Gmail’s Security Improvement—Lessons for Banks from the Email World?

Ed Kountz | July 10, 2008, 08:00 AM

Google this week introduced an interesting email security enhancement, which is worth a second look, as financial services firms seek online security elements that go beyond those introduced in response to FFIEC guidelines in 2006.

Since the FFIEC announced that the long-standard UID/ PW combination would no longer be enough to secure sensitive banking transactions in October 2005, leading banks have adopted a variety of options to increase login security.

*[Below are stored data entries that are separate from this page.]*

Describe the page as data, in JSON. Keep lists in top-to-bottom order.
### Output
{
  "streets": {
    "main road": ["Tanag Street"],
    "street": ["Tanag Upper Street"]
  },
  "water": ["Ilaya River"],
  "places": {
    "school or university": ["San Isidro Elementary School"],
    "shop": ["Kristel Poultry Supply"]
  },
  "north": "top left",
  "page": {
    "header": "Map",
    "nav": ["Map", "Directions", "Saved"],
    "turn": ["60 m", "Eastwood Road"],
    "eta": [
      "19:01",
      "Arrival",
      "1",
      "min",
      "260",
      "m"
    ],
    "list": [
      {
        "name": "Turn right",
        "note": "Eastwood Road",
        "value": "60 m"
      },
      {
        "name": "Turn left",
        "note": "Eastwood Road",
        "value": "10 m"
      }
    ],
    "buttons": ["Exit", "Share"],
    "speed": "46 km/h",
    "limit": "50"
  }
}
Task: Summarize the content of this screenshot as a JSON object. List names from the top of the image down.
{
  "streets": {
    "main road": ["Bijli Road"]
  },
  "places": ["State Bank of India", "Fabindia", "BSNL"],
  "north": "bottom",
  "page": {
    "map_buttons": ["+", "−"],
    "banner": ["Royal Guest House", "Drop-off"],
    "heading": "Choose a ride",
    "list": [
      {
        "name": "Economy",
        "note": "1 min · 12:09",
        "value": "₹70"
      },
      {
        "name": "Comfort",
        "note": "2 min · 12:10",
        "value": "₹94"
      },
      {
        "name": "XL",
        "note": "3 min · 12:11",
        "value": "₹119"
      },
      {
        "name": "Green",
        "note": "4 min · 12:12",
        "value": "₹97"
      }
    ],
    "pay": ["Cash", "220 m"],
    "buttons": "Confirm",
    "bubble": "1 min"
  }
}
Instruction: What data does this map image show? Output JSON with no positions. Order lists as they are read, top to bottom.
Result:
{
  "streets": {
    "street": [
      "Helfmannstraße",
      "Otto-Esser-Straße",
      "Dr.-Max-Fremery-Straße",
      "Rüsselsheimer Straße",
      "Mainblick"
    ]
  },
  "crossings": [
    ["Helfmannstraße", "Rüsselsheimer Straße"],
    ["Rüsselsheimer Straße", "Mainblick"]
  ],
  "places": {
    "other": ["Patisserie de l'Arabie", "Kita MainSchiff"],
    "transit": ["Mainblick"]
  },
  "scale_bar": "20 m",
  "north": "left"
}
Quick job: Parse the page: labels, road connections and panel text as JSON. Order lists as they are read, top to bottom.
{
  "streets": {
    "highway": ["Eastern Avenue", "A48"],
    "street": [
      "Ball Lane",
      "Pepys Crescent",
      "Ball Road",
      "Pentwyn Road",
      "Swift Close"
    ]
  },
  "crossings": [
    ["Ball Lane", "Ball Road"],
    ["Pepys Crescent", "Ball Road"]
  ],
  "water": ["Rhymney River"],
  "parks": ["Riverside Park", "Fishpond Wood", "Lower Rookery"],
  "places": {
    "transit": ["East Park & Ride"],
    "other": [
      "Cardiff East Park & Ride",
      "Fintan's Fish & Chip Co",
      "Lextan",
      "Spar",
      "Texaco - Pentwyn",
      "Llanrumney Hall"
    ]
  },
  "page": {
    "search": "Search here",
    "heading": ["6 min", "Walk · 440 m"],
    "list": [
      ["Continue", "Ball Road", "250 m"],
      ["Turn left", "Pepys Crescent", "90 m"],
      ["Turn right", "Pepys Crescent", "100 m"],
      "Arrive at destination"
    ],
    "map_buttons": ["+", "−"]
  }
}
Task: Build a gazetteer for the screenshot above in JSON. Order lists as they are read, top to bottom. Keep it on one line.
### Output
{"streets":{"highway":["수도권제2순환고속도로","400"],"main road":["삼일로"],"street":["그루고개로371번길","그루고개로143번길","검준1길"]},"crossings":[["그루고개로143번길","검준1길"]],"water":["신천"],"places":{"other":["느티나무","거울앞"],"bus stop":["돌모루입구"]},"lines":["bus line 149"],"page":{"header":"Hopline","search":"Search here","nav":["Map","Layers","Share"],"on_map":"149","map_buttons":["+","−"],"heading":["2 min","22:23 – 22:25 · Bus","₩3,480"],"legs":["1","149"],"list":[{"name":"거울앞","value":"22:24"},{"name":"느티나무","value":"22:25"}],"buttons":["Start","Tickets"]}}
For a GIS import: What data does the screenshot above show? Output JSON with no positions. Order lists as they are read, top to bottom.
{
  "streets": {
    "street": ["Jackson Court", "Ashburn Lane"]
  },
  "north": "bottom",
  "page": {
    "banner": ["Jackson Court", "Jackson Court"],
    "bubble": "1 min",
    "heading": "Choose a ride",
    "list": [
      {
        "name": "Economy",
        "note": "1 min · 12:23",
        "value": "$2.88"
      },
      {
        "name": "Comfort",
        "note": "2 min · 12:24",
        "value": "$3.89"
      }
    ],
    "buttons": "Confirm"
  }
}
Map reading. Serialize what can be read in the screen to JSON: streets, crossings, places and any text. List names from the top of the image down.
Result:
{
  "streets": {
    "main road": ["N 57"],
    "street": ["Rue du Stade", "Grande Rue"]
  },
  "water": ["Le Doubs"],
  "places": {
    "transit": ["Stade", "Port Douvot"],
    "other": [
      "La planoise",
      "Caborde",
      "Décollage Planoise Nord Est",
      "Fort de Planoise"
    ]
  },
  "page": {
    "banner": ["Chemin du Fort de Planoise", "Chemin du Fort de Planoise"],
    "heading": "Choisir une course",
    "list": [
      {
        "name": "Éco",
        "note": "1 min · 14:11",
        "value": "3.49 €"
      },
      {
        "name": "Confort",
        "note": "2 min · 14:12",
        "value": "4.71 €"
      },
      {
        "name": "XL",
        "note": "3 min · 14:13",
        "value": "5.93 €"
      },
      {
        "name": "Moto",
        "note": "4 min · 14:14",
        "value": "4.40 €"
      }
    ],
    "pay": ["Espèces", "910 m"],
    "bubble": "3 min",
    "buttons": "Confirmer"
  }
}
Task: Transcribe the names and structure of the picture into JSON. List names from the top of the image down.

These vary greatly...from the continuing use of SiteKey (and now one-time codes delivered to mobile devices, for opt-in customers) at BofA, to the User ID, PassWord, Virtual Keyboard/ Second Password option in use at HSBC.

But what's been lacking...and what the Google tool cleverly addresses, is essentially a higher level of security control.

The tool allows Gmail users to view when activity last occurred within their Gmail account, and to see if an account is still open in one location when a consumer is in another.

LINK

The tool allows consumers greater control over a higher dimension of online security, enabling remote monitoring (and monitoring from multiple PCs), as well as greater session control. While a small feature, it is worth the review of FS firms, and others seeking to offer consumers greater remote control and auditability of recent activity.

While a significant portion of online consumers report feeling safe accessing their bank account online—as distinct from other online activities, where regular readers know that concerns about data security remain highly prevalent—JR data also show that many consumers say they are not wedded to existing log-in processes, and would make (reasonable) changes if the result is increased online security. Upcoming JR research will consider this issue at more length.